Model Settings¶
In MLServer, each loaded model can be configured separately. This configuration will include model information (e.g. metadata about the accepted inputs), but also model-specific settings (e.g. number of parallel workers to run inference).
This configuration will usually be provided through a model-settings.json
file which sits next to the model artifacts.
However, it’s also possible to provide this through environment variables
prefixed with MLSERVER_MODEL_
(e.g. MLSERVER_MODEL_IMPLEMENTATION
). Note
that, in the latter case, this environment variables will be shared across all
loaded models (unless they get overriden by a model-settings.json
file).
Additionally, if no model-settings.json
file is found, MLServer will also try
to load a “default” model from these environment variables.
Settings¶
- pydantic settings mlserver.settings.ModelSettings¶
- Config:
extra: str = ignore
env_prefix: str = MLSERVER_MODEL_
env_file: str = .env
- Fields:
- field cache_enabled: bool = False¶
Enable caching for a specific model. This parameter can be used to disable cache for a specific model, if the server level caching is enabled. If the server level caching is disabled, this parameter value will have no effect.
- field implementation_: str [Required]¶
- field inputs: List[MetadataTensor] = []¶
Metadata about the inputs accepted by the model.
- field max_batch_size: int = 0¶
When adaptive batching is enabled, maximum number of requests to group together in a single batch.
- field max_batch_time: float = 0.0¶
When adaptive batching is enabled, maximum amount of time (in seconds) to wait for enough requests to build a full batch.
- field name: str = ''¶
Name of the model.
- field outputs: List[MetadataTensor] = []¶
Metadata about the outputs returned by the model.
- field parameters: ModelParameters | None = None¶
Extra parameters for each instance of this model.
- field platform: str = ''¶
Framework used to train and serialise the model (e.g. sklearn).
- field versions: List[str] = []¶
Versions of dependencies used to train the model (e.g. sklearn/0.20.1).
- model_post_init(context: Any, /) None ¶
This function is meant to behave like a BaseModel method to initialise private attributes.
It takes context as an argument since that’s what pydantic-core passes when calling it.
- Args:
self: The BaseModel instance. context: The context.

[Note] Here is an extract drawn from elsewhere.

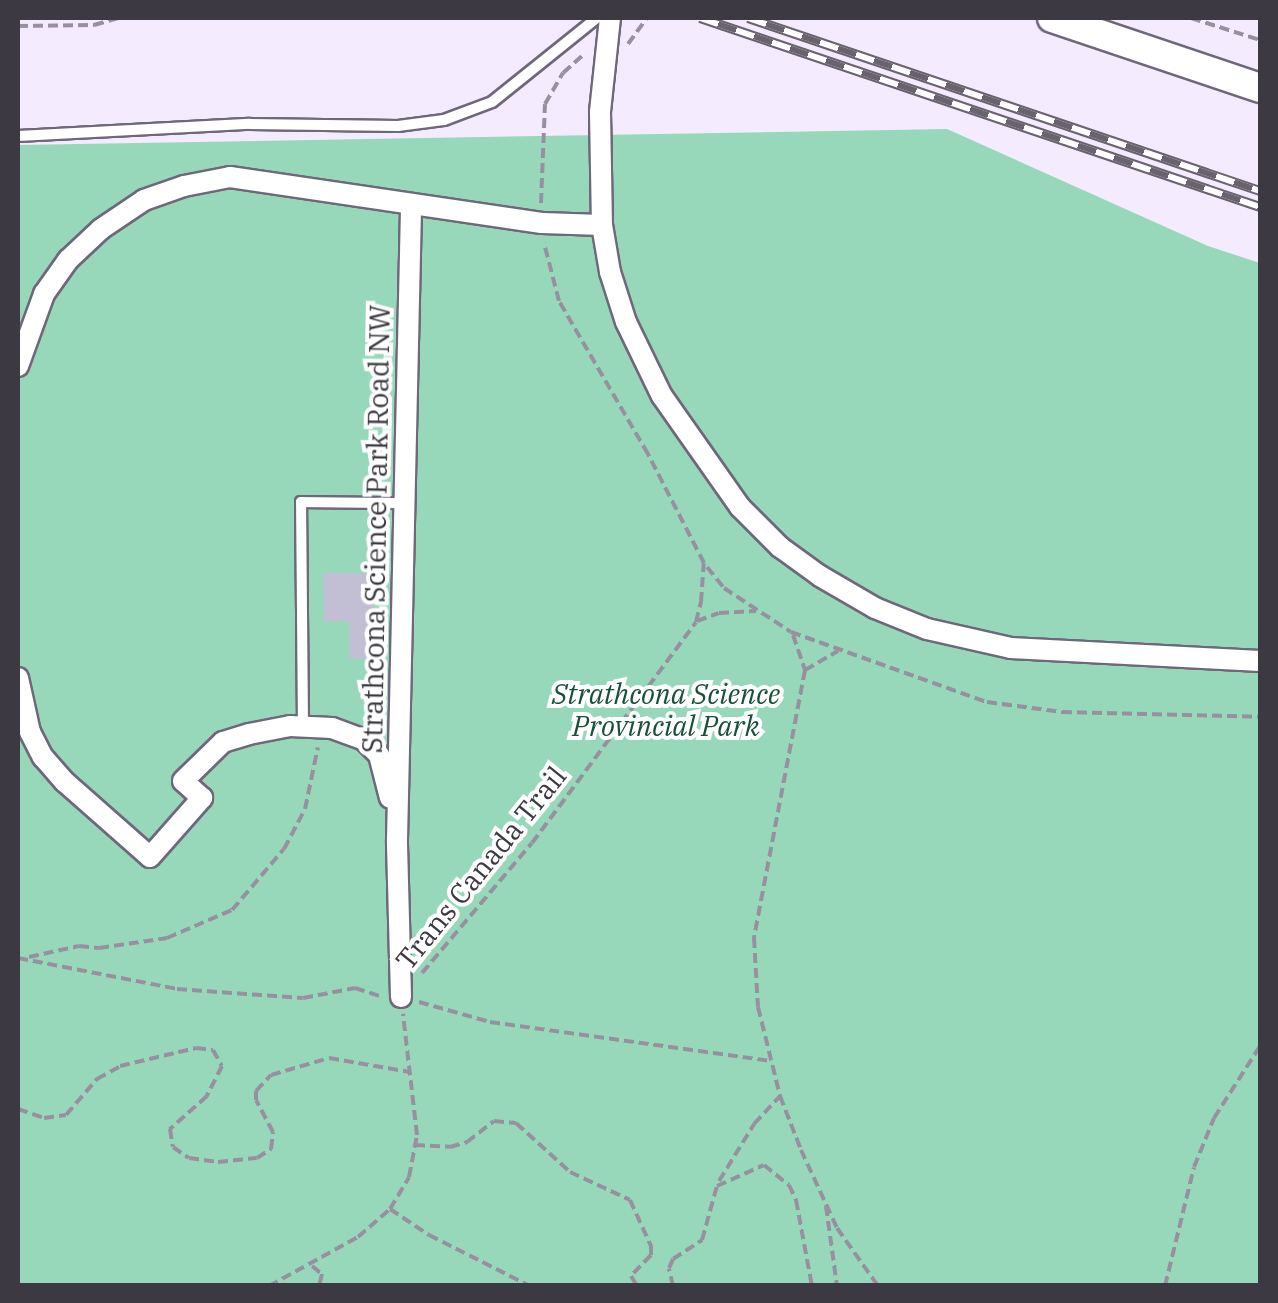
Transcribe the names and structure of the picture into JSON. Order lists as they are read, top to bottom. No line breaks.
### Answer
{"streets":{"street":["Strathcona Science Park Road NW"],"path":["Trans Canada Trail"]},"crossings":[["Strathcona Science Park Road NW","Trans Canada Trail"]],"parks":["Strathcona Science Provincial Park"]}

- classmethod model_validate(obj: Any) ModelSettings ¶
Validate a pydantic model instance.
- Args:
obj: The object to validate. strict: Whether to enforce types strictly. from_attributes: Whether to extract data from object attributes. context: Additional context to pass to the validator.
- Raises:
ValidationError: If the object could not be validated.
- Returns:
The validated model instance.
- classmethod parse_file(path: str) ModelSettings ¶
- parallel_workers: int | None¶
Data descriptor used to emit a runtime deprecation warning before accessing a deprecated field.
- Attributes:
msg: The deprecation message to be emitted. wrapped_property: The property instance if the deprecated field is a computed field, or None. field_name: The name of the field being deprecated.

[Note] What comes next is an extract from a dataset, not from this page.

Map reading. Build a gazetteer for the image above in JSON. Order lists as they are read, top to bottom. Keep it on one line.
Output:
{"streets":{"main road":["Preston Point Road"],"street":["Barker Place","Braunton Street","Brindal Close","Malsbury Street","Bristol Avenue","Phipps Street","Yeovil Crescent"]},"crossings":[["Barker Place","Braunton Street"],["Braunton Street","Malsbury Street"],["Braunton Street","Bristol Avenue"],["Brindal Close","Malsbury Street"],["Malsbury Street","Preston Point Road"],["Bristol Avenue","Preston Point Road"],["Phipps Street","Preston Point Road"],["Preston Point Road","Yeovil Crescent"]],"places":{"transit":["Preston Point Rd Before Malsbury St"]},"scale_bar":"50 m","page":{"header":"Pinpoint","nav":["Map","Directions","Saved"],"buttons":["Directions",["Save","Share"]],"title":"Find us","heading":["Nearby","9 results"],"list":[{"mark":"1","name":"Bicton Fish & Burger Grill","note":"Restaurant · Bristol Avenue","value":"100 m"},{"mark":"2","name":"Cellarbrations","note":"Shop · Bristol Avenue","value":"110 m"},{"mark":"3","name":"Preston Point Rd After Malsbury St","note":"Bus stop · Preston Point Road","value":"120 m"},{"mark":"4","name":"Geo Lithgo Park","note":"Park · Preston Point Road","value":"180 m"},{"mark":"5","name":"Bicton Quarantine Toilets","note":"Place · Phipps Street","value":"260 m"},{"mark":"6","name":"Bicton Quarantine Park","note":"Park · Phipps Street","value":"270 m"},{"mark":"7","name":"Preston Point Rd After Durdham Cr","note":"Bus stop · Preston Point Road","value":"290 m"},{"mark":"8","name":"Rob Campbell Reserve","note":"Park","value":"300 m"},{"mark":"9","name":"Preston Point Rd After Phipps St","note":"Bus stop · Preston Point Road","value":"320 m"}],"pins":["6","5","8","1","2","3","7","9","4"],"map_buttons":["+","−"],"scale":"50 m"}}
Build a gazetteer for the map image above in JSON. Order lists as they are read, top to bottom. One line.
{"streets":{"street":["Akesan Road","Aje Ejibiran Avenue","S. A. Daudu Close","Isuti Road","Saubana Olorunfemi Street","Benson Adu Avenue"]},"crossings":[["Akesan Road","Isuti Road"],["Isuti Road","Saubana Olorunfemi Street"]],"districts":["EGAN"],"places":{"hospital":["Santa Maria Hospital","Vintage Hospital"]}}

- property version: str | None¶
- warm_workers: bool¶
Data descriptor used to emit a runtime deprecation warning before accessing a deprecated field.
- Attributes:
msg: The deprecation message to be emitted. wrapped_property: The property instance if the deprecated field is a computed field, or None. field_name: The name of the field being deprecated.
Extra Model Parameters¶
- pydantic settings mlserver.settings.ModelParameters¶
Parameters that apply only to a particular instance of a model. This can include things like model weights, or arbitrary
extra
parameters particular to the underlying inference runtime. The main difference with respect toModelSettings
is that parameters can change on each instance (e.g. each version) of the model.- Config:
extra: str = allow
env_prefix: str = MLSERVER_MODEL_
env_file: str = .env
- Fields:
- field content_type: str | None = None¶
Default content type to use for requests and responses.

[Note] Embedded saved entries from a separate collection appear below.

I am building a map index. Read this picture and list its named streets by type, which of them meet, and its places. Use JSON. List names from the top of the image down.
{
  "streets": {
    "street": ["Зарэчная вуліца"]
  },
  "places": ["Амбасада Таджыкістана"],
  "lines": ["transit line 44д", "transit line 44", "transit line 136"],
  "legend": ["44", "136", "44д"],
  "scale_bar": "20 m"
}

- field environment_path: str | None = None¶
Path to a directory that contains the python environment to be used to load this model.
- field environment_tarball: str | None = None¶
Path to the environment tarball which should be used to load this model.
- field extra: dict | None = {}¶
Arbitrary settings, dependent on the inference runtime implementation.
- field format: str | None = None¶
Format of the model (only available on certain runtimes).
- field uri: str | None = None¶
URI where the model artifacts can be found. This path must be either absolute or relative to where MLServer is running.
- field version: str | None = None¶
Version of the model.